[Opening Input for this task section]

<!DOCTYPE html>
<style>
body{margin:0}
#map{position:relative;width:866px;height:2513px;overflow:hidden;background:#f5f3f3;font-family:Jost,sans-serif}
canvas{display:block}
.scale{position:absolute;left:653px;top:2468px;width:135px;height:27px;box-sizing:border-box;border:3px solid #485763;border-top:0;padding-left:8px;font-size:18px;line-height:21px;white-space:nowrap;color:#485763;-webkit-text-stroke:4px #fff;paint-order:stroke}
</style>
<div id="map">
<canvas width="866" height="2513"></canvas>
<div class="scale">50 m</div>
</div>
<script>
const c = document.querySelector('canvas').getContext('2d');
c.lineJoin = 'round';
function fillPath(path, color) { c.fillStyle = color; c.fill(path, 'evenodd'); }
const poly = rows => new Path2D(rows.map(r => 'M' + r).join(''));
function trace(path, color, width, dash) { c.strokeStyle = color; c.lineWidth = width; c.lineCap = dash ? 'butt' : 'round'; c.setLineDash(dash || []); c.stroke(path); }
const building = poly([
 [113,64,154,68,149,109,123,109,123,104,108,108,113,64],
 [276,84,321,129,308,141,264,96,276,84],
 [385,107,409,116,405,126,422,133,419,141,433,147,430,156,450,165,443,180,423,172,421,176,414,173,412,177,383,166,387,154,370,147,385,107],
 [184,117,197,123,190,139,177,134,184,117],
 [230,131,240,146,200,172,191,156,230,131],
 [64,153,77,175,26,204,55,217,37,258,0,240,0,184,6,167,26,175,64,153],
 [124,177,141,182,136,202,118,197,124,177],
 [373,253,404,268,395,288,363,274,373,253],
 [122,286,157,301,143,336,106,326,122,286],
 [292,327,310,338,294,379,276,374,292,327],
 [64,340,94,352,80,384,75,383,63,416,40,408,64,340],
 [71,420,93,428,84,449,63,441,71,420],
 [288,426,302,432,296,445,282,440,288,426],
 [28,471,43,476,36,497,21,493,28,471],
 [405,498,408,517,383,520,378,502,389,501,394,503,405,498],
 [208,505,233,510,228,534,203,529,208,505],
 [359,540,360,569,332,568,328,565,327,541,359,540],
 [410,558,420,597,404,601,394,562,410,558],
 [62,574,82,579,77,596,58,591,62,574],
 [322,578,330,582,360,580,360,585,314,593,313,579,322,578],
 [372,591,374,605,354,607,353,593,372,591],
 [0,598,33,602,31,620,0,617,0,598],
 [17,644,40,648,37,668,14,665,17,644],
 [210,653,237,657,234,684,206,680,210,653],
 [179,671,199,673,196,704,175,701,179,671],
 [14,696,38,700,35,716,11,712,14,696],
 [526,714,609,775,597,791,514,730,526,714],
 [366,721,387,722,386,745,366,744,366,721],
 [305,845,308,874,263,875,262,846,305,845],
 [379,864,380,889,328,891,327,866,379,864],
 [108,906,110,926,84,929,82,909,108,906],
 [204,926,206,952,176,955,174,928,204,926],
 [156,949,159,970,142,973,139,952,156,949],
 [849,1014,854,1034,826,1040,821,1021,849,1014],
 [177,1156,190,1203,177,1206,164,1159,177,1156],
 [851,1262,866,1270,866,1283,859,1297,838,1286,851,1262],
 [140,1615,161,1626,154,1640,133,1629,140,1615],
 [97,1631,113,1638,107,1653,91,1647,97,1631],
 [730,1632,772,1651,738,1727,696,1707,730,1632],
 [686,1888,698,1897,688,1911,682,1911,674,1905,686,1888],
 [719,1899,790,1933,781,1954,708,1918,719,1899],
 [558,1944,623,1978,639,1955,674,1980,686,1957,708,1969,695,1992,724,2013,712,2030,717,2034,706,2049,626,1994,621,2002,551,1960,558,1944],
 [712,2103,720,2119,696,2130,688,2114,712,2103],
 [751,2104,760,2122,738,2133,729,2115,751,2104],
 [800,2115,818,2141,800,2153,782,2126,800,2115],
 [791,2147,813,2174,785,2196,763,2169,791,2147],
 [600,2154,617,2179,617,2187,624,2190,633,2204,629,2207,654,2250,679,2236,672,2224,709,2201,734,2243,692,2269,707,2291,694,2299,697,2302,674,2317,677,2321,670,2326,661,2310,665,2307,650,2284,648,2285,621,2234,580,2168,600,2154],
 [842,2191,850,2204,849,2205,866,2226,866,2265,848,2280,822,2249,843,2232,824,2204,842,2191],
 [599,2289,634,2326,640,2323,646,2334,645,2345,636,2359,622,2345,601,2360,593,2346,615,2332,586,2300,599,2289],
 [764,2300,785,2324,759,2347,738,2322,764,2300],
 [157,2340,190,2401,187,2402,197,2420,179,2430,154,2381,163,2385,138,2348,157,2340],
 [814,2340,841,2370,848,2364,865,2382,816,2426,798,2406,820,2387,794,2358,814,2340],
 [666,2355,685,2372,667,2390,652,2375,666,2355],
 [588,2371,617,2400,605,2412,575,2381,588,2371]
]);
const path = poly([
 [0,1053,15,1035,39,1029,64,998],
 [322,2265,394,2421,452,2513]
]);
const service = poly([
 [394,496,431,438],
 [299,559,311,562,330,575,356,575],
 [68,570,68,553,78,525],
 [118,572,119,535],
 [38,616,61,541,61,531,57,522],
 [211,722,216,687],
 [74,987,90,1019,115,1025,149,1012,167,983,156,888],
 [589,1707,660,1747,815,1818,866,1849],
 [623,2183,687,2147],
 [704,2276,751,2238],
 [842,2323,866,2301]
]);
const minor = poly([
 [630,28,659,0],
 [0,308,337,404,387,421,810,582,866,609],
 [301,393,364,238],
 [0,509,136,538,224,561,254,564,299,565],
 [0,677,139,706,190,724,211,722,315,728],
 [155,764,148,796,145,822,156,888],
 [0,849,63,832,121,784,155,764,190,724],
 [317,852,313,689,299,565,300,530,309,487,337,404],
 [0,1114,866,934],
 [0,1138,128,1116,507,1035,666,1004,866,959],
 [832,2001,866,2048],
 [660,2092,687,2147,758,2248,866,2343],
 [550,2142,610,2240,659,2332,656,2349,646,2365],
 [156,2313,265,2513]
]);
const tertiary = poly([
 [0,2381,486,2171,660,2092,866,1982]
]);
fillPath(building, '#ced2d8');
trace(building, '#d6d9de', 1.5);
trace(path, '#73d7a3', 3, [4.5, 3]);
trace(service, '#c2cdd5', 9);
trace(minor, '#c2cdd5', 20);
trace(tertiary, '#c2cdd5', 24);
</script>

[Closing Input for this task section]
[Opening Input for this task section]

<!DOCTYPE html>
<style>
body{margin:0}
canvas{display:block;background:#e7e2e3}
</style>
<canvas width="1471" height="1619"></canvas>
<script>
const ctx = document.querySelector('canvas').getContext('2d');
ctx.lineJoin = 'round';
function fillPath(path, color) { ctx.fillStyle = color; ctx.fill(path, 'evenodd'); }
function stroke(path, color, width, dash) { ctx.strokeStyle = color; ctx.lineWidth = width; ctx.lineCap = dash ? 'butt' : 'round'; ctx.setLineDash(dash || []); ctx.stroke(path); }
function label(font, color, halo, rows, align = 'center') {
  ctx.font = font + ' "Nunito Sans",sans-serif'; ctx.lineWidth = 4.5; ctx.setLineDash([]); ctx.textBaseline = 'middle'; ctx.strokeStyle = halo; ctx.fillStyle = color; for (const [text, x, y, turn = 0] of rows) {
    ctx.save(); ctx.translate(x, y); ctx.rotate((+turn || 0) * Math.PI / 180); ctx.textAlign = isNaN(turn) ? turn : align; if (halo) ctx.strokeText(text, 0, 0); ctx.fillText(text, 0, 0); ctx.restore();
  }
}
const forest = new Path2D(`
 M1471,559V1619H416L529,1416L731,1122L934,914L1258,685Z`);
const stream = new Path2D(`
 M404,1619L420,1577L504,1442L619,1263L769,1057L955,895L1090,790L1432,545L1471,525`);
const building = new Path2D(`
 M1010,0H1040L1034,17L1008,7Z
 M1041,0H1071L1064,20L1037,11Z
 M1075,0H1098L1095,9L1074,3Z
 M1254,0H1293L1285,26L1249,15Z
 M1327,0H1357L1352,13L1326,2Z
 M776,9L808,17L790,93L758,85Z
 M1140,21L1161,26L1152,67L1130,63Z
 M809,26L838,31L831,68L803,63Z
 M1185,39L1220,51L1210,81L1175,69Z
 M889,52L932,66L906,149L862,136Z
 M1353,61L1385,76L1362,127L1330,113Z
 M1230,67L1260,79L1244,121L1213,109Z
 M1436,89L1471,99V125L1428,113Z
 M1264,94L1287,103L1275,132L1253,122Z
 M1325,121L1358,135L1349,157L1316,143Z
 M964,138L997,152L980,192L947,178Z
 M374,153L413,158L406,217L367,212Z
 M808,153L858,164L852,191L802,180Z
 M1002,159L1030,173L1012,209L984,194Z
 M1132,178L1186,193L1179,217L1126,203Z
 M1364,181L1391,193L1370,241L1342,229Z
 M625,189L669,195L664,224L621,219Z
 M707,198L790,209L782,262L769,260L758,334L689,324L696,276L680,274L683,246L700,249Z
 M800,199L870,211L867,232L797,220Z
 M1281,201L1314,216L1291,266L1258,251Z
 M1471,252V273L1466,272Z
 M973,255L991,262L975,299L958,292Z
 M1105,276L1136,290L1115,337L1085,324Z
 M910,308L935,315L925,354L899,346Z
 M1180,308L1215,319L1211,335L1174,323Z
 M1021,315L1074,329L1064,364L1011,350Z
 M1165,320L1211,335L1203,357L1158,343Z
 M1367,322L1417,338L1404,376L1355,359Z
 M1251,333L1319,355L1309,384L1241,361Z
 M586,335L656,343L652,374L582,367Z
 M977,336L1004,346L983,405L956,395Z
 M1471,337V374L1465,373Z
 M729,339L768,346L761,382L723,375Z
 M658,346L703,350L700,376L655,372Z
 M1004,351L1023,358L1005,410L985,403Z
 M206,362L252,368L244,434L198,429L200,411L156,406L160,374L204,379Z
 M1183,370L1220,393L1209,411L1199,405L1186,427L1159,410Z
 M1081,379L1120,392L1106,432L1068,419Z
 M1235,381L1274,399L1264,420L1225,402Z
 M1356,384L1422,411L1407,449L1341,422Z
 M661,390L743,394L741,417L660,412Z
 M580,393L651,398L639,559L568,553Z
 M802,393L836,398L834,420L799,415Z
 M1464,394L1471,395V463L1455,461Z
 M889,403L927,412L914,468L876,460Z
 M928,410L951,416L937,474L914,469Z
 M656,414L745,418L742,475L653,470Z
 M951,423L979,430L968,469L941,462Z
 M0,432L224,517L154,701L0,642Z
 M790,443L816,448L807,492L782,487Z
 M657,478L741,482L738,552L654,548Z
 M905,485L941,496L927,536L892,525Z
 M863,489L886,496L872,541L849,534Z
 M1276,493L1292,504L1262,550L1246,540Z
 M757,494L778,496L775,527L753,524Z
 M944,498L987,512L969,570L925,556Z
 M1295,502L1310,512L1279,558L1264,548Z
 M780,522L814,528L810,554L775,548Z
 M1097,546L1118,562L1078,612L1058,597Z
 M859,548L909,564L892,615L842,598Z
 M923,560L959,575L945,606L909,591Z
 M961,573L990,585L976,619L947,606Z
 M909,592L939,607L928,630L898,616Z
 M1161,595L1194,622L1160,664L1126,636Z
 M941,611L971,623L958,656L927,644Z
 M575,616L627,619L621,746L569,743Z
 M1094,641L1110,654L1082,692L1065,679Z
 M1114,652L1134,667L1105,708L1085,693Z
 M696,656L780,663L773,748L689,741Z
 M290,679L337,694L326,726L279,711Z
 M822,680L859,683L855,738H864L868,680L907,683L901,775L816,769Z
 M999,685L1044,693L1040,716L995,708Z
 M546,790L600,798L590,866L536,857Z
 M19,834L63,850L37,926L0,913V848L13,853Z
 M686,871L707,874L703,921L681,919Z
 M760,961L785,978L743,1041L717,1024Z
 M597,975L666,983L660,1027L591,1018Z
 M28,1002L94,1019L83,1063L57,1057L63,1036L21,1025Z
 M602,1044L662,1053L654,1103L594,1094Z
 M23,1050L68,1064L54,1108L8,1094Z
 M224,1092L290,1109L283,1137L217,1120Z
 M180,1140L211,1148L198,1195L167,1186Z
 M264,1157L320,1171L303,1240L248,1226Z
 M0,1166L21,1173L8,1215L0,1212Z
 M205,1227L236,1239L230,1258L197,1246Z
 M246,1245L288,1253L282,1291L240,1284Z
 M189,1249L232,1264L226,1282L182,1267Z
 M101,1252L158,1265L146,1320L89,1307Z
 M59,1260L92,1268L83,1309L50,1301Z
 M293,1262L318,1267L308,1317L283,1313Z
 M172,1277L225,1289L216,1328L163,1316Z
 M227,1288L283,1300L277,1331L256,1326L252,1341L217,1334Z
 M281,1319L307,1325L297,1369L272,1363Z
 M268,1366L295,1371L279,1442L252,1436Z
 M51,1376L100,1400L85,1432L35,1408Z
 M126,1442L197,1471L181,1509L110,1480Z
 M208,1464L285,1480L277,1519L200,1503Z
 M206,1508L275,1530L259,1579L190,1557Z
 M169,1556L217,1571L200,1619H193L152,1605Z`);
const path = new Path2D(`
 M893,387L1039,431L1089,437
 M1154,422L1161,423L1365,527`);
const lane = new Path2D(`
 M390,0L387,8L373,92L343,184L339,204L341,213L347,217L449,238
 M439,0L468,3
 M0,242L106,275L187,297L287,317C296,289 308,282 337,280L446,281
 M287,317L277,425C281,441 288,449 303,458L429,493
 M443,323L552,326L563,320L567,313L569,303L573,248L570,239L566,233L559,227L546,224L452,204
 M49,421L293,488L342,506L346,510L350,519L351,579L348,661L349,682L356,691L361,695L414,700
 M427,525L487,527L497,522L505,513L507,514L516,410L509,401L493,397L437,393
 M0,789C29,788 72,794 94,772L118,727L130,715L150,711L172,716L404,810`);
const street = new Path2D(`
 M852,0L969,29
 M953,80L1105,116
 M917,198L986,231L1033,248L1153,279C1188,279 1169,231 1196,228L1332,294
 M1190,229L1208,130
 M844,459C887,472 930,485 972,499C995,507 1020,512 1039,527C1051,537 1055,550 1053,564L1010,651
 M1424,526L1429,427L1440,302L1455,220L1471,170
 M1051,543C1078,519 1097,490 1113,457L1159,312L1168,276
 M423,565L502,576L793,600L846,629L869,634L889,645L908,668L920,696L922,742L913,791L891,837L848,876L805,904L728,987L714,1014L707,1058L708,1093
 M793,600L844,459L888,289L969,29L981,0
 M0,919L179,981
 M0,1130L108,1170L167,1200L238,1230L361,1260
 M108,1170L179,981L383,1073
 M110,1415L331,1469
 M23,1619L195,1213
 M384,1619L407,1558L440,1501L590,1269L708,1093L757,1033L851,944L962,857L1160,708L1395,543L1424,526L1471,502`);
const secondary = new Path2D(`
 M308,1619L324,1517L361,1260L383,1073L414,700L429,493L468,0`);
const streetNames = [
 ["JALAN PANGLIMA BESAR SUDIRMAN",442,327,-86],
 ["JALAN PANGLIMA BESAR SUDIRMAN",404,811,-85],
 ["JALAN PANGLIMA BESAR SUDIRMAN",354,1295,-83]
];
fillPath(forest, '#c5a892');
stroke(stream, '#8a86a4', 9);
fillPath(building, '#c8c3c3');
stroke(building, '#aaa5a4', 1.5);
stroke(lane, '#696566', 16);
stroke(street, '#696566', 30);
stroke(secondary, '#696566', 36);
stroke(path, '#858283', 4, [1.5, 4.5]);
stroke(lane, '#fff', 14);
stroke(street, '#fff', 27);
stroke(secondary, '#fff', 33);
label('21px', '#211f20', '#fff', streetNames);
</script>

[Closing Input for this task section]
[Opening Input for this task section]

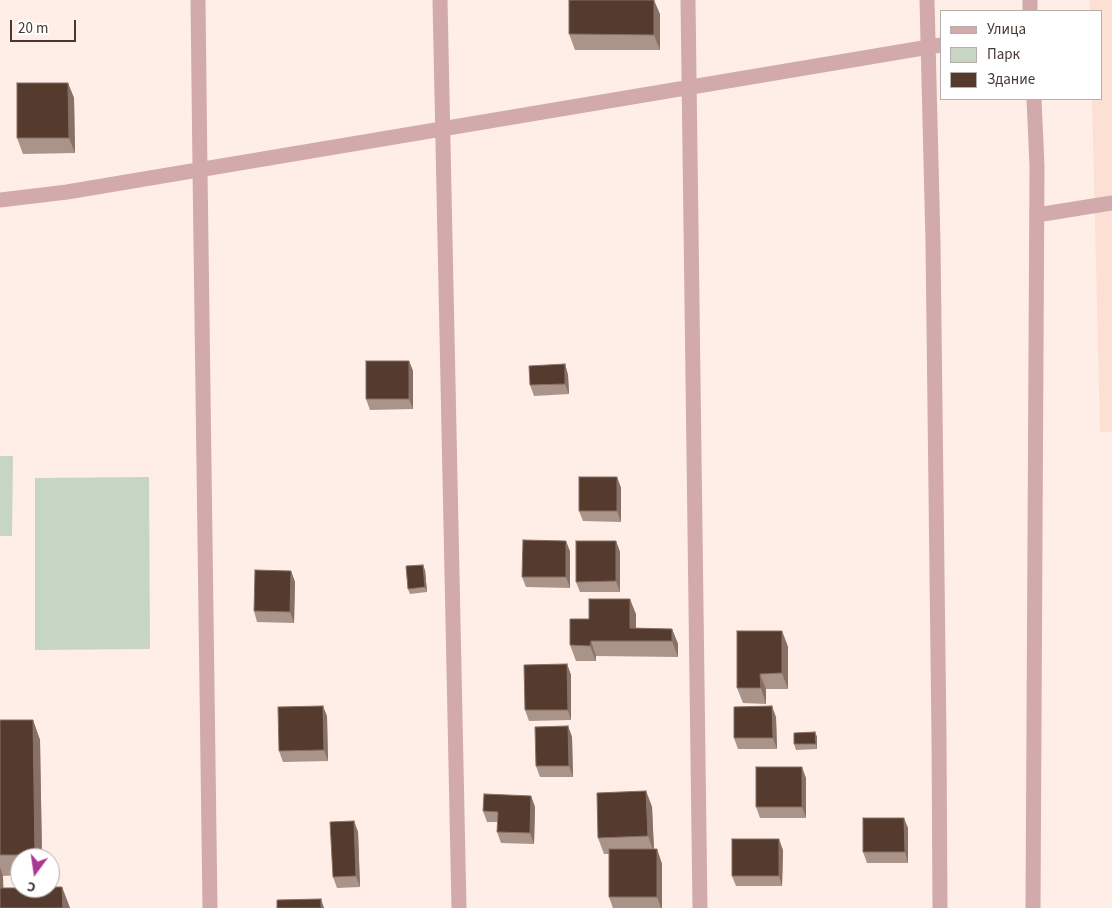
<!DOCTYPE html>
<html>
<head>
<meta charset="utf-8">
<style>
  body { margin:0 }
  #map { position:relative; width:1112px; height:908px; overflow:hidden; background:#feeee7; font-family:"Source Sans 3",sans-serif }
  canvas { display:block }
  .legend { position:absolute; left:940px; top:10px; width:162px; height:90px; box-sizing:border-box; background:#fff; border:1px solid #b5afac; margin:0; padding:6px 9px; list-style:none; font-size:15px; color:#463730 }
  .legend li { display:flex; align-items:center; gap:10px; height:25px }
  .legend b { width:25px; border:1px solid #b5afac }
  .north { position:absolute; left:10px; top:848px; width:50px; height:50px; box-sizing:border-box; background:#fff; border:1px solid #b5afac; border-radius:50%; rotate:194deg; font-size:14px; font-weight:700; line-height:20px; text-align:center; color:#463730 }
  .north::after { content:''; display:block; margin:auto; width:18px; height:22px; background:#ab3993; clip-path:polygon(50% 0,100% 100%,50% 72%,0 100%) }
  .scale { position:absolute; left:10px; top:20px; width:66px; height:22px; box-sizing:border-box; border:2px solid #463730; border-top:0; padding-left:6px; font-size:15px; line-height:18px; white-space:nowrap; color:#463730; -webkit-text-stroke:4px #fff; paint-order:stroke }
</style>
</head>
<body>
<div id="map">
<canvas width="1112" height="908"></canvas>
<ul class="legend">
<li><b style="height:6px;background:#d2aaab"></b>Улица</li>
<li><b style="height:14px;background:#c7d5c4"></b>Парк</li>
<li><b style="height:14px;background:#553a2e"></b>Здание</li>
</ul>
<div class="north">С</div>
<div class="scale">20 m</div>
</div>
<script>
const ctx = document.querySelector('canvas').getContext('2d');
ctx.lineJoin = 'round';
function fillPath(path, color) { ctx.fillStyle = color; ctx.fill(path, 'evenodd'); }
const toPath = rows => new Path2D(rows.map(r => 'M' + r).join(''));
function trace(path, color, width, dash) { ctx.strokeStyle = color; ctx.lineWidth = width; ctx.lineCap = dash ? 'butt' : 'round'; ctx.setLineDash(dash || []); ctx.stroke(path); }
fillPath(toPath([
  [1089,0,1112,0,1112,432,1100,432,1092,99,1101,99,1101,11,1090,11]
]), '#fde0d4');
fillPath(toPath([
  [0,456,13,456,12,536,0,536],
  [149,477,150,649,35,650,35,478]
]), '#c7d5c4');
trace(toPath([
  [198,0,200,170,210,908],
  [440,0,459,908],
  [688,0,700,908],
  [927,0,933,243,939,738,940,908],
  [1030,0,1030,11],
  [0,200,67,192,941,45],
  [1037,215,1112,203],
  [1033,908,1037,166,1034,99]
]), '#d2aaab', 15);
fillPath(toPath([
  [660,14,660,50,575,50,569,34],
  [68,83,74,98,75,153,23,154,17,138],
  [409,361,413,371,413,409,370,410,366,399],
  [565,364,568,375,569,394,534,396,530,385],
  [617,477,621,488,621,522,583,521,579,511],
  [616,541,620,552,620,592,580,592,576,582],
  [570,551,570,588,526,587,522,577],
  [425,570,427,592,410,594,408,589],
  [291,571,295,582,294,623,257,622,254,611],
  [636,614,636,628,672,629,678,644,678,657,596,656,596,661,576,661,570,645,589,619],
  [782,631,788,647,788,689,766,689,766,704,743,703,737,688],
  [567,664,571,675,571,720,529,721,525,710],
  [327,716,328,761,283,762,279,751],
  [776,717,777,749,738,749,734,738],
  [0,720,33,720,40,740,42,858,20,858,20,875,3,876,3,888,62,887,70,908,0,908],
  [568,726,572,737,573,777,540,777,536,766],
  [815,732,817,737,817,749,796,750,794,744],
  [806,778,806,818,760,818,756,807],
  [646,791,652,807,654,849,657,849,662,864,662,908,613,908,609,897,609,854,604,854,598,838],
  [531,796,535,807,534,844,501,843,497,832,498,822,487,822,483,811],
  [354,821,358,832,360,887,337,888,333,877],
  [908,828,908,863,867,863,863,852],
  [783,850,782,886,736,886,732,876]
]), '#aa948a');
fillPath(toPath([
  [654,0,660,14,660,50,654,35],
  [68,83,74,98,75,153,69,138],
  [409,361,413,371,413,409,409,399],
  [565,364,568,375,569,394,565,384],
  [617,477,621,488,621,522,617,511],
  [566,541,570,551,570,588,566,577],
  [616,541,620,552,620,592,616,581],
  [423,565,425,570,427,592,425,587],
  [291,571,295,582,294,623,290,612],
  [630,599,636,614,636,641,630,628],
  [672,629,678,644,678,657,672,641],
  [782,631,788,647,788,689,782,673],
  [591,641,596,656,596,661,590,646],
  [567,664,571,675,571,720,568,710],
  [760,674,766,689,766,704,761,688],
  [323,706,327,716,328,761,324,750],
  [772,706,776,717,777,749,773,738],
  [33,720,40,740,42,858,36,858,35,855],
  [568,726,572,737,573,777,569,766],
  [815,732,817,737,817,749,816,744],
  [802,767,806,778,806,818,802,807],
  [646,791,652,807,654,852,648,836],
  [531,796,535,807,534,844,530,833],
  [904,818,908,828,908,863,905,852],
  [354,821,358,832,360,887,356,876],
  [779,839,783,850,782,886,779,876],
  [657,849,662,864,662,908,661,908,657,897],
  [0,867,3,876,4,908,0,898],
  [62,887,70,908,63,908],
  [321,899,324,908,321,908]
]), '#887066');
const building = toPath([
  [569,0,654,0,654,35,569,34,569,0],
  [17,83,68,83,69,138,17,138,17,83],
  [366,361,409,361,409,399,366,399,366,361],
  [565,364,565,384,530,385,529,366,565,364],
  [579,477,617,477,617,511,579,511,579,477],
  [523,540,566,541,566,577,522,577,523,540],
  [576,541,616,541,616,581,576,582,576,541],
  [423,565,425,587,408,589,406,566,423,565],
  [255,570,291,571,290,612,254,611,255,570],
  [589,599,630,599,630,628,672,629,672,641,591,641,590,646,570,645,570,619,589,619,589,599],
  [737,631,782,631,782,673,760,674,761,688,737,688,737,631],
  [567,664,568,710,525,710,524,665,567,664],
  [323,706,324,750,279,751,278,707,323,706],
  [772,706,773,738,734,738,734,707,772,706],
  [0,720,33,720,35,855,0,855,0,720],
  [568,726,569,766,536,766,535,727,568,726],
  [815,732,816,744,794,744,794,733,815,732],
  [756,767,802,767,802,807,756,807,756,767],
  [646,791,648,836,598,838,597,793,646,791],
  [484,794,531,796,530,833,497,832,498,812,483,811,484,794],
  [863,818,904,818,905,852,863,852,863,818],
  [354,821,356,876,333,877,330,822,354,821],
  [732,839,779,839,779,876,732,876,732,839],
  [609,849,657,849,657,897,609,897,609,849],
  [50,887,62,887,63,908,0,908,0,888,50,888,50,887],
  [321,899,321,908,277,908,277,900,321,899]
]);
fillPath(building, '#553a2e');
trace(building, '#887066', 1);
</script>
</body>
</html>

[Closing Input for this task section]

* **What to produce**
All lines above from the line with "M1254,0H1293L1285,26L1249,15Z" through the line with "M889,403L927,412L914,468L876,460Z", both included, are to be set down exactly, with nothing else.

* **Response box**
 M1254,0H1293L1285,26L1249,15Z
 M1327,0H1357L1352,13L1326,2Z
 M776,9L808,17L790,93L758,85Z
 M1140,21L1161,26L1152,67L1130,63Z
 M809,26L838,31L831,68L803,63Z
 M1185,39L1220,51L1210,81L1175,69Z
 M889,52L932,66L906,149L862,136Z
 M1353,61L1385,76L1362,127L1330,113Z
 M1230,67L1260,79L1244,121L1213,109Z
 M1436,89L1471,99V125L1428,113Z
 M1264,94L1287,103L1275,132L1253,122Z
 M1325,121L1358,135L1349,157L1316,143Z
 M964,138L997,152L980,192L947,178Z
 M374,153L413,158L406,217L367,212Z
 M808,153L858,164L852,191L802,180Z
 M1002,159L1030,173L1012,209L984,194Z
 M1132,178L1186,193L1179,217L1126,203Z
 M1364,181L1391,193L1370,241L1342,229Z
 M625,189L669,195L664,224L621,219Z
 M707,198L790,209L782,262L769,260L758,334L689,324L696,276L680,274L683,246L700,249Z
 M800,199L870,211L867,232L797,220Z
 M1281,201L1314,216L1291,266L1258,251Z
 M1471,252V273L1466,272Z
 M973,255L991,262L975,299L958,292Z
 M1105,276L1136,290L1115,337L1085,324Z
 M910,308L935,315L925,354L899,346Z
 M1180,308L1215,319L1211,335L1174,323Z
 M1021,315L1074,329L1064,364L1011,350Z
 M1165,320L1211,335L1203,357L1158,343Z
 M1367,322L1417,338L1404,376L1355,359Z
 M1251,333L1319,355L1309,384L1241,361Z
 M586,335L656,343L652,374L582,367Z
 M977,336L1004,346L983,405L956,395Z
 M1471,337V374L1465,373Z
 M729,339L768,346L761,382L723,375Z
 M658,346L703,350L700,376L655,372Z
 M1004,351L1023,358L1005,410L985,403Z
 M206,362L252,368L244,434L198,429L200,411L156,406L160,374L204,379Z
 M1183,370L1220,393L1209,411L1199,405L1186,427L1159,410Z
 M1081,379L1120,392L1106,432L1068,419Z
 M1235,381L1274,399L1264,420L1225,402Z
 M1356,384L1422,411L1407,449L1341,422Z
 M661,390L743,394L741,417L660,412Z
 M580,393L651,398L639,559L568,553Z
 M802,393L836,398L834,420L799,415Z
 M1464,394L1471,395V463L1455,461Z
 M889,403L927,412L914,468L876,460Z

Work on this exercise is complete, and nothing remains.